Suspeitos de homícidio de empresário em Braga vão a julgamento
Tribunal pronúncia dois advogados, um economista e o bruxo da Areosa.
O Tribunal de Instrução Criminal (TIC) do Porto decidiu hoje mandar para julgamento seis dos suspeitos de matar um empresário de Braga e de dissolver o cadáver em 500 litros de ácido sulfúrico, em março de 2016.
Um sétimo arguido, igualmente acusado deste homicídio, não requereu a abertura de instrução.
"Os crimes imputados aos arguidos são, além de extremamente graves, complexos e de difícil investigação, sendo sabido que os seus agentes procuraram dificultar e perturbar a ação policial, escondendo, destruindo e complicando as provas necessárias à descoberta da verdade, o que aconteceu de forma flagrante, em que os arguidos fizeram desaparecer o corpo da vítima", lê-se na decisão do TIC.
A decisão instrutória salienta que após terem sido "filtrados" os factos apurados em sede de inquérito, não restam dúvidas "pelo menos a nível indiciário" de que os arguidos cometeram os crimes que lhes são imputados na acusação.
"Muito dificilmente poderá cair, em fase de instrução, uma acusação desta dimensão e com a profundidade inerente, pois mesmo que existam depoimentos contraditórios (...) essas contradições não impedem a remessa dos autos para julgamento", sustenta.
Os sete homens, entre os quais dois advogados, são suspeitos de sequestrar um empresário de Braga a 11 de março de 2016, de o matar e dissolver o cadáver em 500 litros de ácido sulfúrico.
Em prisão preventiva (medida de coação mais gravosa), os arguidos estão acusados dos crimes de associação criminosa, furto qualificado, falsificação ou contrafação de documentos, sequestro, homicídio qualificado, profanação de cadáver e incêndio.
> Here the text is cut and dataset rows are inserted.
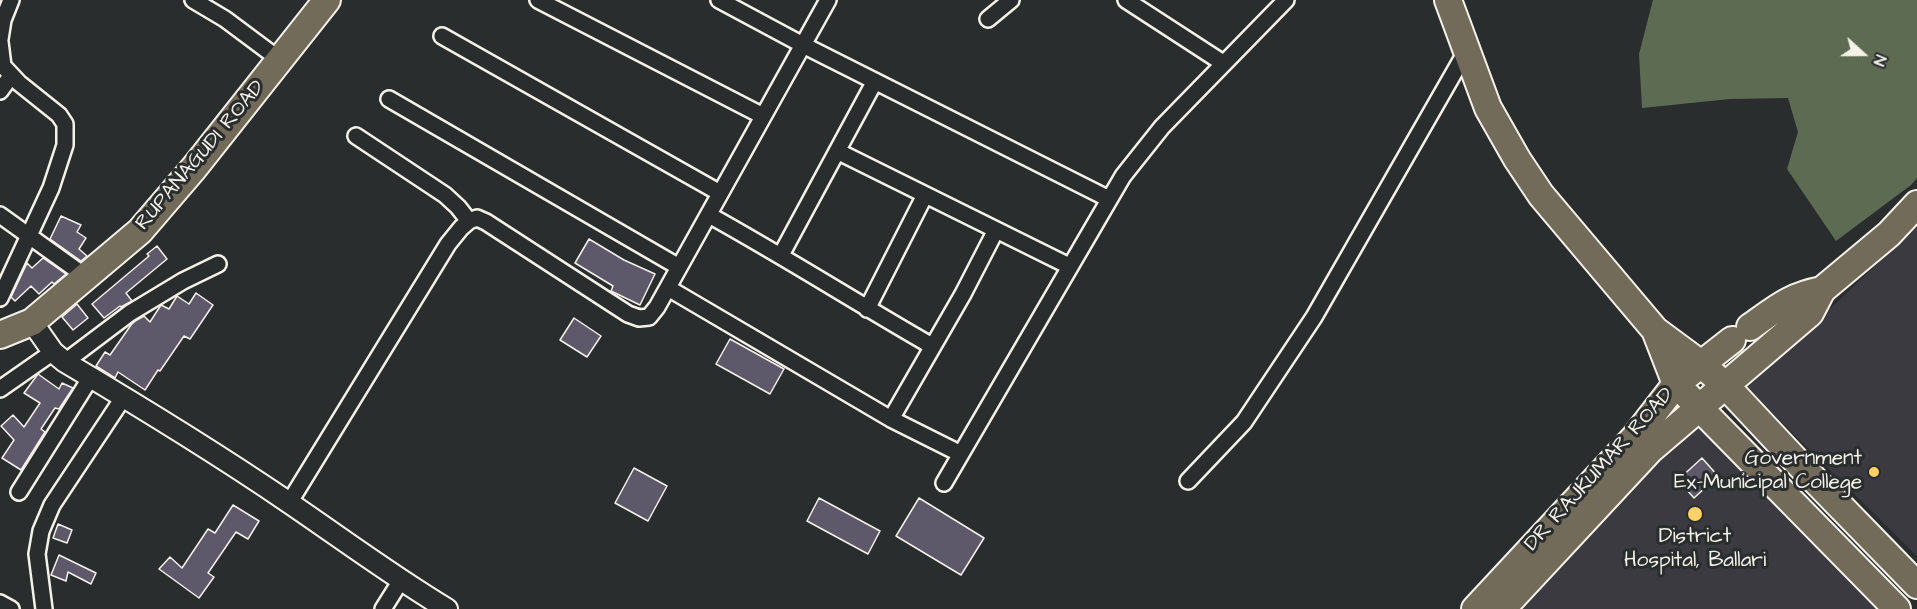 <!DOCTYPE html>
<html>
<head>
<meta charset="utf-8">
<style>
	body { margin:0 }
	#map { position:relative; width:1917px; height:609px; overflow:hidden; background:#2a2d2e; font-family:"Architects Daughter",sans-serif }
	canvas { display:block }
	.north { position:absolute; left:1833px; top:24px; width:60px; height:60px; -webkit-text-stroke:4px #2a2d2e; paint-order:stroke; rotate:111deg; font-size:16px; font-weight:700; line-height:24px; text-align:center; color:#f4f1e8 }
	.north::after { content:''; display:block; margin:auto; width:21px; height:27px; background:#f4f1e8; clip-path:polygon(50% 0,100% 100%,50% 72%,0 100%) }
</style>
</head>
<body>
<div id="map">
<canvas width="1917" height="609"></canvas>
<div class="north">N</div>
</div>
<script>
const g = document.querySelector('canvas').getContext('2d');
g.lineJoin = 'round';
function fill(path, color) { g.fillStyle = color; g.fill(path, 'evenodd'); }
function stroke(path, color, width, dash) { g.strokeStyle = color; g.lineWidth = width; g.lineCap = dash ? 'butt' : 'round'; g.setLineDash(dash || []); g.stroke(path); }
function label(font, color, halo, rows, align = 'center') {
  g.font = font + ' "Architects Daughter",sans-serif'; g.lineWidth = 6; g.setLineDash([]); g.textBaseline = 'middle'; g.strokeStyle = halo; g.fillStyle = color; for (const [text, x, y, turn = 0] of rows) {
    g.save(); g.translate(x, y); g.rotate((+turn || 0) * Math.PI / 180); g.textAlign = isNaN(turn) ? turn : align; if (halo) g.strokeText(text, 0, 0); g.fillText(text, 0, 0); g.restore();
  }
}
fill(new Path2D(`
	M1917 226V556L1747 388Z
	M1691 420 1881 609H1516Z`), '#3a3a40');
fill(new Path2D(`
	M1653 0H1917V178L1911 185 1836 241 1787 169 1798 132 1788 98 1730 99 1642 108 1639 54Z`), '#5e6b53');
const building = new Path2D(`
	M61 216 81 225 77 232 86 238 79 249 87 256 81 261 50 239Z
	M589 239 624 260 655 274 640 305 611 291 613 286 575 263Z
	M157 246 167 259 126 293 132 301 121 307 120 306 104 318 92 304 149 256 147 254Z
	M43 258 66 274 54 284 52 282 39 294 31 286 15 301 11 297 27 263 32 268Z
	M196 293 213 305 190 339 184 336 160 371 158 370 145 390 118 372 115 378 96 366 105 352 110 355 131 325 135 321 144 316 150 322 161 305 169 309 177 296 189 304Z
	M77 304 88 318 73 330 62 317Z
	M574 318 601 336 587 357 560 340Z
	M730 339 784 369 770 394 716 364Z
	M38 374 59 389 62 383 73 388 59 409 55 408 41 429 45 432 21 470 2 458 14 440 1 426 13 415 24 427 40 403 24 393Z
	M1702 458 1718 476 1694 498 1678 480Z
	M634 468 667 486 648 521 615 503Z
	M819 498 880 531 868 554 807 521Z
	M919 498 984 538 961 575 896 536Z
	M233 505 259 521 248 539 236 532 208 573 214 577 199 598 159 569 170 557 182 568 208 529 215 533Z
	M58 524 72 530 67 543 53 538Z
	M59 555 96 573 91 584 68 572 66 581 51 575Z`);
fill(building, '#5e596a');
stroke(building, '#f4f1e8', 1.5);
const minor = new Path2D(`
	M193 0 225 19 280 60
	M538 0 763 116
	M719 0 803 45 1109 199
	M1126 0 1223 63
	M988 19 1011 0
	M442 36 720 193
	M0 39 3 20 11 0
	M0 42 3 66 19 83 59 115 65 124V145L51 188 0 298
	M0 91 11 76
	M389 99 679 267
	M356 136 445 195 458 207 469 221
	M837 151 1069 266
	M0 215 85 276
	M709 215C785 257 857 303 932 346
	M781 255 875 81
	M668 288 891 419 961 454
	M867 309 925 195
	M65 362 130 313 183 281 218 264
	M0 389 53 352
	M891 419 963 294 996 230
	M1188 481 1244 422 1314 317 1467 50
	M944 483 1123 176 1162 127 1286 0
	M19 492 91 377
	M289 503 448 244 461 228 469 221 477 218 486 222 628 314 639 318 649 317 657 307 828 0
	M0 603 11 609
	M44 609 37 554 41 531 52 505 123 398
	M383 609 400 582`);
const tertiary = new Path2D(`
	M32 322 53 352 65 362C141 407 216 453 288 502 341 538 392 576 447 609`);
const primary = new Path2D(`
	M1448 0 1488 108 1517 159 1541 195 1655 330 1701 364 1726 386 1801 466 1917 585
	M1655 330 1676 384 1897 609
	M0 335 32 322 140 231 194 168 327 0`);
const trunk = new Path2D(`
	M1750 327C1777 308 1790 296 1822 290
	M1475 609 1635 437 1676 384 1732 340
	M1502 609 1651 449 1810 313 1822 290 1889 234 1917 204`);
stroke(minor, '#f4f1e8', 20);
stroke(tertiary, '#f4f1e8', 24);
stroke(primary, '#f4f1e8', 30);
stroke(trunk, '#f4f1e8', 30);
stroke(minor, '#2a2d2e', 15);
stroke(tertiary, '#2a2d2e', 20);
stroke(primary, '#726b5a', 26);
stroke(trunk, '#726b5a', 26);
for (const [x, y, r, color] of [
	[1874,472,6,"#ffd166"],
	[1695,514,8,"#ffd166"]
]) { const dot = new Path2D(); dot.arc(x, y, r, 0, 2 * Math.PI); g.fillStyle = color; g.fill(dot); stroke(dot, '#2a2d2e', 2); }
label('21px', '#f4f1e8', '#2a2d2e', [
	["RUPANAGUDI ROAD",201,156,-50],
	["DR RAJKUMAR ROAD",1600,470,-48]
]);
label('21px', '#f4f1e8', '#2a2d2e', [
	["Government",1862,460],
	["Ex-Municipal College",1862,484],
	["District",1695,538,"center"],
	["Hospital, Ballari",1695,562,"center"]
], 'right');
</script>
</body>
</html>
De acordo com a acusação do Ministério Público (MP), aqueles sete arguidos "organizaram-se entre si, criando uma estrutura humana e logística, com o propósito de sequestrar um empresário de Braga, de o matar e de fazer desaparecer o seu cadáver".
Com isso, pretendiam "impedir de reverter um estratagema" mediante o qual o património dos pais da vítima fora passado para uma sociedade controlada por dois dos arguidos.
À saída do tribunal, o advogado de Pedro Grancho Bourbon, arguido também ele causídico de profissão, afirmou aos jornalistas que a decisão proferida pelo TIC é "tecnicamente muito fraca e mal fundamentada".
"É uma decisão que me entristece enquanto advogado, enquanto jurista, porque efetivamente devíamos estar muito melhores servidos em termos de qualidade nos tribunais de instrução criminal por juízes que, efetivamente, tivessem coragem de decidir em função das provas e dos argumentos apresentados por ambas as partes", referiu António Barreto Archer.
O advogado confessou estar "frustrado", pois estava na esperança que houvesse uma mudança no processo.
"É uma acusação que reproduz acriticamente a acusação e, mais uma vez, se demonstra que esta fase de instrução em Portugal não tem um verdadeiro sentido jurisdicional e que os juízes de instrução aderem acriticamente à versão da acusação e, portanto, não consideram devidamente os argumentos da defesa", acrescentou.
O processo tem mais dois arguidos, um dos quais é acusado dos crimes de falsificação ou contrafação de documento e de incêndio, e o outro de furto qualificado.
Advogado suspeito pede 25 anos para bruxo
Pedro Bourbon falou durante quase duas horas diante da juíza do Tribunal de Instrução Criminal do Porto. Culpou Emanuel Paulino, bruxo da Areosa, e os dois irmãos, Manuel e Adolfo, pela morte de João Paulo Fernandes, há quase um ano, em Braga. No interrogatório prestado a 20 de fevereiro, o advogado foi mais longe e pediu pena máxima para o bruxo.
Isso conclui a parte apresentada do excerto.